We may be required to repay all or a portion of our debt on an accelerated basis in certain circumstances. If we fail to comply with the covenants and other restrictions in the agreements governing our debt, it could lead to an event of default and the consequent acceleration of our obligation to repay outstanding debt. Our ability to comply with these covenants and other restrictions may be affected by events beyond our control, including prevailing economic and financial conditions.

 

We are able to incur a substantial amount of additional indebtedness. This could further exacerbate the risks associated with our indebtedness.

 

Our revolving credit facility currently has a borrowing base of $525.0 million for secured borrowings, subject to periodic borrowing base redeterminations.  If new debt is incurred, the related risks that we and our subsidiaries now face could intensify.

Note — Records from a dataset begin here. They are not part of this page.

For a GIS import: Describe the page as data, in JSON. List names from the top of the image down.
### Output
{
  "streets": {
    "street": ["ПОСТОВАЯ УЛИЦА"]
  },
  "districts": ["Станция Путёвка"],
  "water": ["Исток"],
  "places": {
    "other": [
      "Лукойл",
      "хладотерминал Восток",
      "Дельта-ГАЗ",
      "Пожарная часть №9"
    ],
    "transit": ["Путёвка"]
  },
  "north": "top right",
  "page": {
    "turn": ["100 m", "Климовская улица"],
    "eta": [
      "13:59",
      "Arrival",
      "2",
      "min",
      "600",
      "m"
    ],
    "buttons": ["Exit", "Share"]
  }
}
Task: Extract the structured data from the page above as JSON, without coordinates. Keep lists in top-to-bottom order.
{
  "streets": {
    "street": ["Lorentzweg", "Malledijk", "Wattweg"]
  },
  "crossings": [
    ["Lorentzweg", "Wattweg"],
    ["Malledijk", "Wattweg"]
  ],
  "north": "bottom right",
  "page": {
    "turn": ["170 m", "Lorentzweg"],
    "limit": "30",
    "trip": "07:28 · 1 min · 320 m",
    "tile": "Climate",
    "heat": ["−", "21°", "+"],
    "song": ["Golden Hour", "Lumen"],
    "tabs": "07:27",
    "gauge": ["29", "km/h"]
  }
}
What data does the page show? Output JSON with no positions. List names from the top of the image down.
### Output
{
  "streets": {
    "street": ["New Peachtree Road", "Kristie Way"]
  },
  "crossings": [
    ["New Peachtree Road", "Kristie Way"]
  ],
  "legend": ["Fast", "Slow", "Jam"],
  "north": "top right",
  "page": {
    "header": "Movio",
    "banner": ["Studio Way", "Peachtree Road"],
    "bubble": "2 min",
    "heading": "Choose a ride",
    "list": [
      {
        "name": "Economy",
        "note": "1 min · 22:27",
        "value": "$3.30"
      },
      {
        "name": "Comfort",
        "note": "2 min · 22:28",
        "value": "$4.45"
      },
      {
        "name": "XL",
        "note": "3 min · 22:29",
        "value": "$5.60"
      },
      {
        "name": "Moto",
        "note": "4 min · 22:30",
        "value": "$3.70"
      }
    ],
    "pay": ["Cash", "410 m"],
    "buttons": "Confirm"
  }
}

Increased leverage could, for example:

 

·                  make it more difficult for us to satisfy our obligations under our indebtedness; if we fail to comply with the requirements of our indebtedness, that failure could result in an event of default of such indebtedness;

·                  require us to dedicate a substantial portion of our cash flow from operations to required payments on indebtedness, thereby reducing the availability of cash flow for working capital, capital expenditures and other business activities;

·                  limit our ability to obtain additional financing in the future for working capital, capital expenditures and other general corporate purposes;

·                  limit our flexibility in planning for, or reacting to, changes in our business and the industry in which we operate;

·                  diminish our ability to successfully withstand a downturn in our business or the economy generally; and

·                  place us at a competitive disadvantage against less leveraged competitors.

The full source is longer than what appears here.